Why is the cycle count for running the same instruction multiple times not linearly increasing on the STM32F4?

Hi everyone,

I am trying to understand why the cycle count is not linearly increasing if I run the same instruction x times on the STM32F405RGT6.

When playing around with the STM32F4 to get a better understanding of instructions to cycles counts, I stumbled across this problem. From the documentation I know that a NOP and an ADD operation both should take one cycle. Therefore I would expect x NOPs to take x cycle and the same for ADD. What I found is somewhat different.

To produce these results I wrote a quick script that creates 30 assembly code functions. I can read the cycle count from the memory address 0xE0001004 on the STM32F405RGT6. I can also input any values into r3 and r4 for the ADD operation and check the result in r5. In r6 I get the number of cycles my instructions took. I checked the final elf file with objdump to verify that no operations were removed/rearranged/altered by the compiler.
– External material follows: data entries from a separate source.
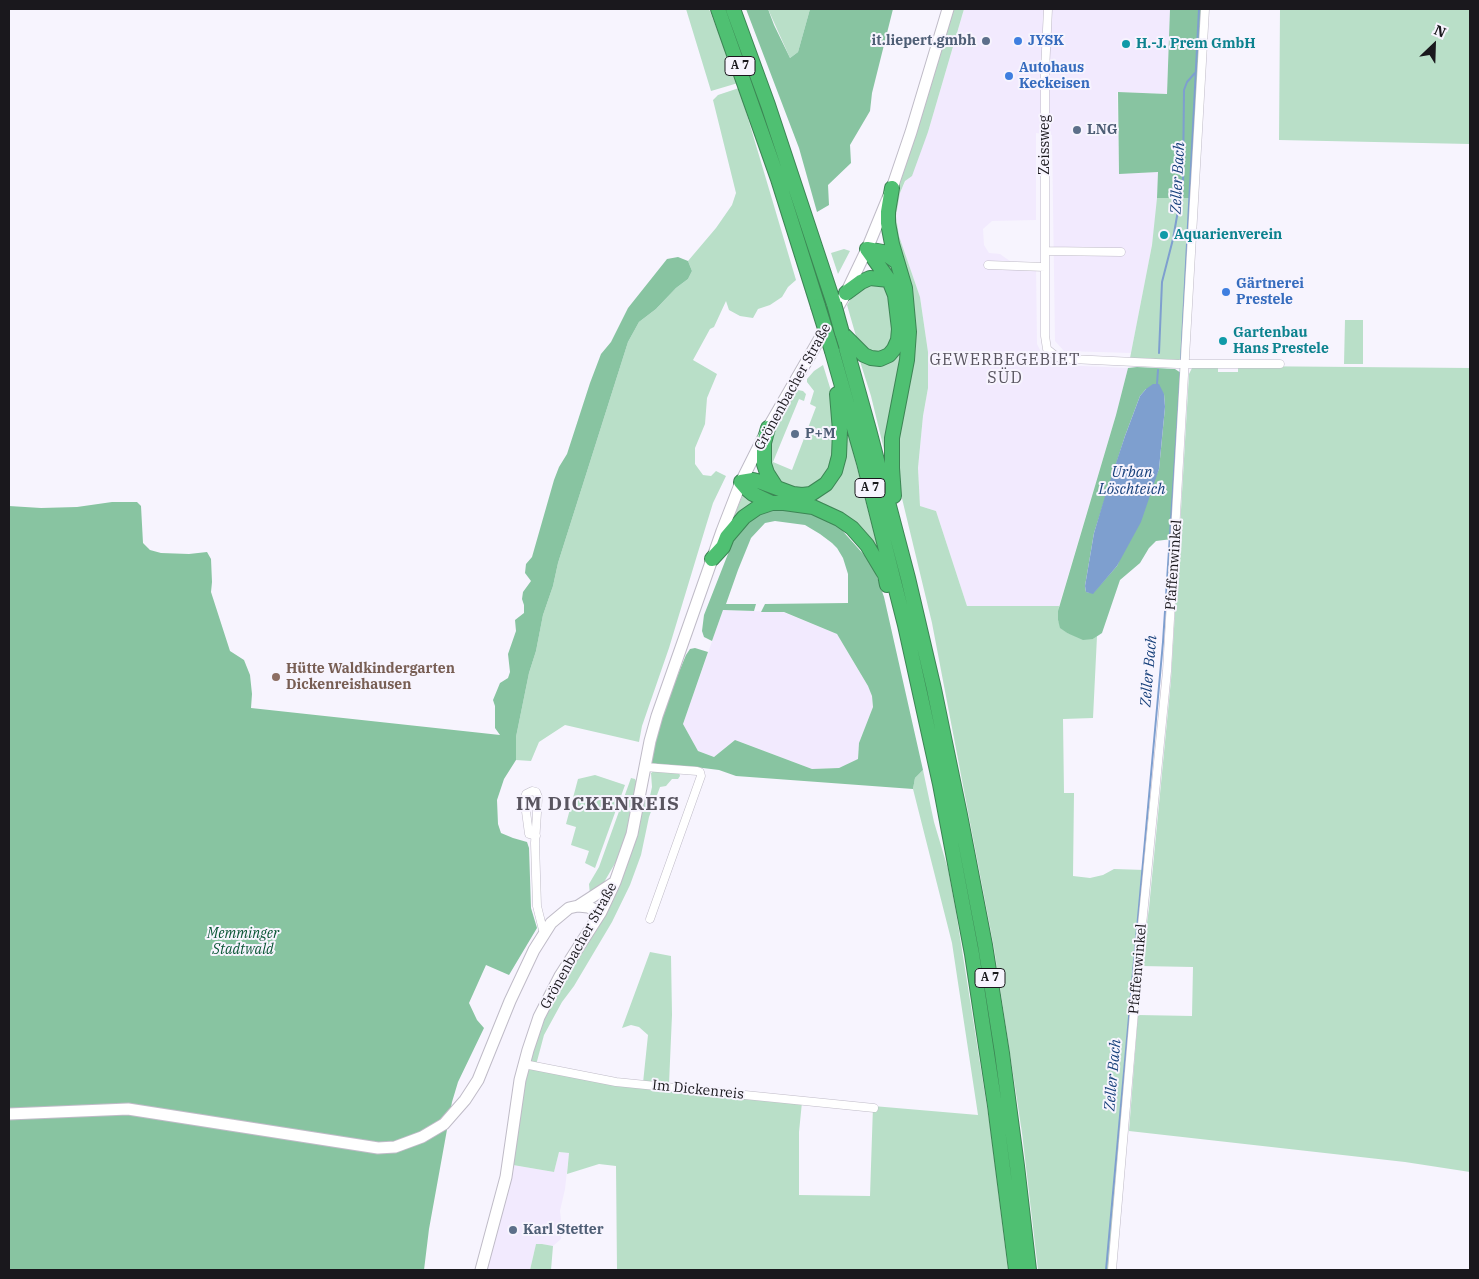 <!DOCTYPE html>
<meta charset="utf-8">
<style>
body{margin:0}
#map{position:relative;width:1479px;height:1279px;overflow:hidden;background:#f7f4fe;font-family:"IBM Plex Serif",serif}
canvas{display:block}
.frame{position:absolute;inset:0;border:10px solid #1a181d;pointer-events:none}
.north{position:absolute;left:1409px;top:20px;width:50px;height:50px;-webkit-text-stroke:4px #f7f4fe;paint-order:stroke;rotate:24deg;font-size:14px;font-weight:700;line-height:20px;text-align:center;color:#1a181d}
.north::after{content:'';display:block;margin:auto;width:18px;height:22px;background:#1a181d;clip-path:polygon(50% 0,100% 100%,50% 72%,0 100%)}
</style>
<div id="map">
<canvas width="1479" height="1279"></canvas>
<div class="frame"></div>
<div class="north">N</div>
</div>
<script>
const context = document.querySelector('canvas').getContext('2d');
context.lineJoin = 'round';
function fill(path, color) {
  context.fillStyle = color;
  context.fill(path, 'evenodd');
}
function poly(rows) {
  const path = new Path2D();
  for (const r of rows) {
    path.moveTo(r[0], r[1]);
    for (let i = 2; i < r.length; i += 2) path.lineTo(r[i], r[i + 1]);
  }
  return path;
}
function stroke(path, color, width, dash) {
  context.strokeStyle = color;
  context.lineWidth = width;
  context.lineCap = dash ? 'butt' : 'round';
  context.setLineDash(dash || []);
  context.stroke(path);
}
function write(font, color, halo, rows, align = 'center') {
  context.font = font + ' "IBM Plex Serif",serif';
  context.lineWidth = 4;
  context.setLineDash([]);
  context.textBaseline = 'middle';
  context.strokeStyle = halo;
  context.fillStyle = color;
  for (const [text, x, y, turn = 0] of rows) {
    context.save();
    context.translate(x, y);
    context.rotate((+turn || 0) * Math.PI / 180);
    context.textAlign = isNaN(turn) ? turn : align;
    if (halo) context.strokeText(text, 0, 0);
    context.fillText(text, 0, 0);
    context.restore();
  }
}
const built = poly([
 [964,9,1170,9,1167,94,1117,92,1119,173,1158,172,1157,209,1152,245,1131,353,1064,351,1055,341,1052,135,1036,133,1036,220,992,221,983,229,984,245,989,253,1000,254,1014,264,1036,264,1037,344,1042,354,1047,359,1061,365,1128,368,1116,415,1059,606,967,606,936,511,920,506,918,468,923,416,928,388,928,352,920,297,899,236,896,216,900,193,928,132],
 [723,610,783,612,837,634,868,686,872,696,873,707,859,743,858,760,839,768,812,769,735,740,714,757,698,751,683,724],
 [559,1152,569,1153,565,1189,560,1211,562,1228,561,1239,553,1246,542,1244,536,1244,530,1270,485,1270,513,1165,554,1172]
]);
const green = poly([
 [686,9,709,9,738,83,711,91],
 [768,9,810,9,798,52,790,58],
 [952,9,964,9,928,132,912,176,905,181,900,193,896,216,899,236,920,297,928,352,928,388,923,416,918,468,920,506,936,511,967,606,1059,606,1058,620,1061,628,1067,633,1093,639,1097,636,1093,718,1063,719,1064,793,1074,793,1073,876,1090,878,1103,875,1114,869,1145,870,1109,1270,1038,1270,1022,1133,994,948,932,623,899,486,896,457,909,377,893,229,898,188],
 [1280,9,1470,9,1470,144,1279,140],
 [739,88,796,280,788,287,782,297,770,305,758,309,753,318,740,316,729,310,726,301,714,327,710,329,693,360,717,374,707,398,705,424,695,448,695,464,703,475,711,476,716,471,726,476,713,503,705,529,669,648,642,726,639,742,565,725,539,742,531,761,516,760,516,737,529,673,536,651,543,615,553,586,558,563,628,342,639,322,656,309,676,288,688,279,692,271,688,261,716,228,732,205,736,193,713,100,718,95],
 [1157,198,1193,198,1182,358,1179,360,1130,358,1152,245],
 [844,249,850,251,838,274,831,253],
 [875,257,892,264,905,323,888,466,871,396,858,355,872,363,903,339],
 [870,283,880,283,886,288,892,296,895,325,891,348,874,355,858,343,847,305,854,294],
 [1345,320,1363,320,1363,364,1344,364],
 [823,365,832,394,837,436,828,476,805,490,785,487,771,472,770,442,780,420,795,394,798,390,803,391,806,394,804,401,799,399,773,462,792,470,816,407,810,404,814,391,807,382,807,379,814,371],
 [1218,366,1218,372,1238,372,1238,366,1470,368,1470,1172,1405,1162,1129,1131,1138,1015,1192,1016,1193,967,1141,966,1149,908,1171,680,1189,374,1192,368],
 [846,425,879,553,867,538,757,492,752,484,821,494],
 [744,492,761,502,731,523],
 [923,770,934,822,948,869,956,912,990,1126,1008,1270,617,1270,616,1166,599,1164,567,1174,569,1153,559,1152,554,1172,513,1165,527,1069,802,1102,799,1132,799,1195,870,1196,873,1106,978,1115,952,943,913,789,915,778],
 [654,771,679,772,680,776,678,779,672,779,666,786,660,787,649,817,641,855,630,885,612,922,574,986,562,1002,544,1035,536,1065,530,1062,540,1028,552,1001,606,914,619,887,630,855,646,796,650,796,652,787,651,773],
 [595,775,625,785,595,868,585,863,589,851,571,845,576,827,566,824,578,779],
 [631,778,635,779,637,783,628,831,621,853,603,884,590,895,589,884,599,867],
 [650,952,671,956,672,1015,669,1084,643,1083,648,1035,639,1027,631,1025,622,1028],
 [536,1244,542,1244,553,1246,551,1270,530,1270]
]);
const forest = poly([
 [746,9,768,9,774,25,790,58,798,52,810,9,893,9,872,93,870,111,850,145,851,163,828,185,829,205,817,212,799,148],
 [1170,9,1203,9,1193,198,1157,198,1158,172,1119,174,1118,92,1167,94],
 [678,257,688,261,692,271,688,279,676,288,656,309,639,322,628,342,558,563,553,586,543,615,536,651,529,673,516,737,516,760,504,779,497,800,498,824,501,833,513,838,527,842,529,848,531,908,537,928,509,975,486,965,469,1003,477,1020,484,1028,458,1082,452,1102,429,1229,424,1270,9,1270,9,506,41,508,77,507,112,502,137,502,141,506,143,543,150,550,161,553,189,554,207,552,211,559,212,582,211,592,230,651,244,660,250,675,252,694,251,708,500,735,495,728,495,706,493,700,500,683,508,678,510,672,508,654,516,631,515,620,524,613,524,605,522,599,523,592,531,581,525,573,526,564,532,557,554,480,559,467,567,454,590,383,601,354,611,342,628,308,667,259],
 [1137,367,1175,369,1181,373,1172,539,1156,541,1149,548,1140,563,1120,580,1102,633,1093,639,1083,640,1067,633,1060,628,1058,620,1058,611,1116,415,1128,368],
 [1146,389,1164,394,1165,407,1159,469,1117,566,1093,593,1086,592,1085,586,1094,533,1125,436,1140,396],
 [781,509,811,514,826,519,840,528,865,556,876,574,884,597,923,770,915,778,913,789,736,776,719,770,695,767,657,764,652,763,651,761,664,708,686,655,690,649,695,648,708,652,683,724,698,751,714,757,735,740,812,769,839,768,858,759,859,743,873,707,872,696,868,686,837,634,784,612,761,612,765,604,848,603,848,574,843,558,837,548,832,543,820,534,805,525,775,521,765,523,751,538,738,570,726,604,756,604,754,611,723,610,712,641,704,637,702,631,704,615,735,536,745,524,758,514]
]);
const water = poly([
 [1153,384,1159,384,1164,394,1165,407,1159,469,1141,522,1117,566,1093,594,1086,592,1085,586,1094,533,1106,493,1125,436,1140,396,1146,389]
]);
const stream = poly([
 [1159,353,1162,282,1173,239,1183,182,1184,90,1187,82,1195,73],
 [1181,361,1199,9],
 [1157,384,1158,370],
 [1106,1270,1163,642,1181,366]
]);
const street = poly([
 [1048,9,1045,71,1045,336,1047,349,1057,357,1071,359,1177,364,1280,364],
 [1046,251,1121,252],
 [988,265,1045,267],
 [645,767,697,771,700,772,701,776,650,919],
 [536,836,529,834,525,804,526,794,532,791,536,792,538,797,535,843,537,906,544,934],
 [524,1064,616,1082,874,1108],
 [1112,1270,1138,966,1167,671,1205,9]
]);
const secondary = poly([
 [578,906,615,882],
 [9,1114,128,1109,378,1148,395,1147,422,1137,444,1124,465,1100,478,1080,510,1001,534,950,551,923,569,908,578,906,588,907,601,912],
 [481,1270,506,1177,520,1080,528,1050,539,1017,560,976,601,912,615,882,632,834,650,741,657,716,722,531,741,482,768,428,846,293,867,249,892,188,911,132,948,9]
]);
const highway = poly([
 [718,9,778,179,818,306],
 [733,9,768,105,834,304],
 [892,188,888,212,888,223,892,244,905,288,909,332,907,360,892,438,892,468,894,496],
 [867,249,889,280],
 [867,249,883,252,897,262],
 [842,333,869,430,908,578,934,689,960,815,985,945,1002,1053,1017,1166,1029,1270],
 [844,335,864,355,871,358,880,359,889,355,894,349,898,340,899,329,895,295,889,280,870,278,861,282,846,293],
 [832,351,864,463,905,625,940,784,972,954,995,1106,1016,1270],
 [837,394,840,431,839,456,835,471,826,484,811,494,802,495,793,494,761,482,753,480,741,482,747,489,753,494,772,503,784,503,813,507,839,519,852,528,867,545,885,575,887,585],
 [768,428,764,443,764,464,767,473,776,487],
 [712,559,723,547,727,537,744,517,757,508,772,503]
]);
const highwayBridge = poly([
 [834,304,842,333],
 [818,306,832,351]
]);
const markers = [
 [986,41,5,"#5c6f8a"],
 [1018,41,5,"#3f7fe0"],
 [1126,44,5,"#0f9aa8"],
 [1009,76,5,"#3f7fe0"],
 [1077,130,5,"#5c6f8a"],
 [1164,235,5,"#0f9aa8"],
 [1226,292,5,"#3f7fe0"],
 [1223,341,5,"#0f9aa8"],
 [795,434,5,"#5c6f8a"],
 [276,677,5,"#8d6e63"],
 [513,1230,5,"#5c6f8a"]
];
const shields = [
 [740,66,30],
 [870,488,30],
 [990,978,30]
];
const shieldNames = [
 ["A 7",740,66],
 ["A 7",870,488],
 ["A 7",990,978]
];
const serviceNames = [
 ["it.liepert.gmbh",976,41,"right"],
 ["LNG",1087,130],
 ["P+M",805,434],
 ["Karl Stetter",523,1230]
];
const shopNames = [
 ["JYSK",1028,41],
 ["Autohaus",1019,68],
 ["Keckeisen",1019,84],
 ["Gärtnerei",1236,284],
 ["Prestele",1236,300]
];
const cultureNames = [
 ["H.-J. Prem GmbH",1136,44],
 ["Aquarienverein",1174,235],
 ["Gartenbau",1233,333],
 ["Hans Prestele",1233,349]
];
const streetNames = [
 ["Zeissweg",1045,145,-90],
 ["Grönenbacher Straße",793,387,-61],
 ["Pfaffenwinkel",1174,565,-86],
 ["Grönenbacher Straße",579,946,-61],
 ["Pfaffenwinkel",1138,969,-85],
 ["Im Dickenreis",698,1090,6]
];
const educationNames = [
 ["Hütte Waldkindergarten",286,669],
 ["Dickenreishausen",286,685]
];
const parkNames = [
 ["Memminger",243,934],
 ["Stadtwald",243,950]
];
const waterNames = [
 ["Zeller Bach",1178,178,-87],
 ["Urban",1132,473],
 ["Löschteich",1132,490],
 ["Zeller Bach",1149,671,-85],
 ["Zeller Bach",1113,1075,-85]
];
const quarterNames = [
 ["GEWERBEGEBIET",1005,360],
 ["SÜD",1005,378]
];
const districtNames = [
 ["IM DICKENREIS",598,805]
];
fill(built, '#f2eafe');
fill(green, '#b9dfc8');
fill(forest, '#88c4a1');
fill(water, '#7e9fcf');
stroke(stream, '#7e9fcf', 2);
stroke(street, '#bfbbc7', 9);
stroke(secondary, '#bfbbc7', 13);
stroke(highway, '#3c8554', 16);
stroke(street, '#fff', 8);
stroke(secondary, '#fff', 11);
stroke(highway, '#4fc072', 14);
stroke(highwayBridge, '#3c8554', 16, []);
stroke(highwayBridge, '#4fc072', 14);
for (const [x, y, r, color] of markers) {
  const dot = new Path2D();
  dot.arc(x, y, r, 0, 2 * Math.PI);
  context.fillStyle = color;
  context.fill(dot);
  stroke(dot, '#f7f4fe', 2);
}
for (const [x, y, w] of shields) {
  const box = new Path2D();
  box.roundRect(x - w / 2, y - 9.5, w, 19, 4);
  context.fillStyle = '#f7f4fe';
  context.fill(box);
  stroke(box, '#1a181d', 1);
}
write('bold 12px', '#1a181d', null, shieldNames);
write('bold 14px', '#4e5e75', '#f7f4fe', serviceNames, 'left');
write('bold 14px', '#366cbe', '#f7f4fe', shopNames, 'left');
write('bold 14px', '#0d838f', '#f7f4fe', cultureNames, 'left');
write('14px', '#1a181d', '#f7f4fe', streetNames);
write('bold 14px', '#785e54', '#f7f4fe', educationNames, 'left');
write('italic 14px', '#0a5635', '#f7f4fe', parkNames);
write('italic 15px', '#17407b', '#f7f4fe', waterNames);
context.letterSpacing = '1px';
write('16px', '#595560', '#f7f4fe', quarterNames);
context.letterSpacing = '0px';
context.letterSpacing = '1px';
write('bold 19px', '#595560', '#f7f4fe', districtNames);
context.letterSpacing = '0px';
</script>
# Replace XXXX by #instructions
.global asm_add_XXXX
.type asm_add_XXXX, %function
.align 2
asm_add_XXXX:
push {r3-r12}

# Reading inputs to register
ldr r3, [r0, #0]
ldr r4, [r0, #4]
# r5, r6 = outputs register
mov r5, #0
mov r6, #0

# Cycle count address to register aka. DWT_CYCCNT
ldr r9, =0xE0001004
.align 4
# Save current cycle count in r7
ldr r7, [r9, #0]

######################################
### Start of assembly code ###
######################################

# Insert add instruction x times
add r5, r3, r4

######################################
### End of assembly code #####
######################################

# Save current cycle count in r8
ldr r8, [r9, #0]
# Calculate cycles in r6 = r8 - r7
sub r6, r8, r7

# Write back output
str r5, [r2, #0]
str r6, [r2, #4]

pop {r3-r12}
bx lr
# Avoid literal pools due to fake ldr
.LTORG

Can someone please explain why the cycle count is increasing non-linearly? Thanks in advance for any insights.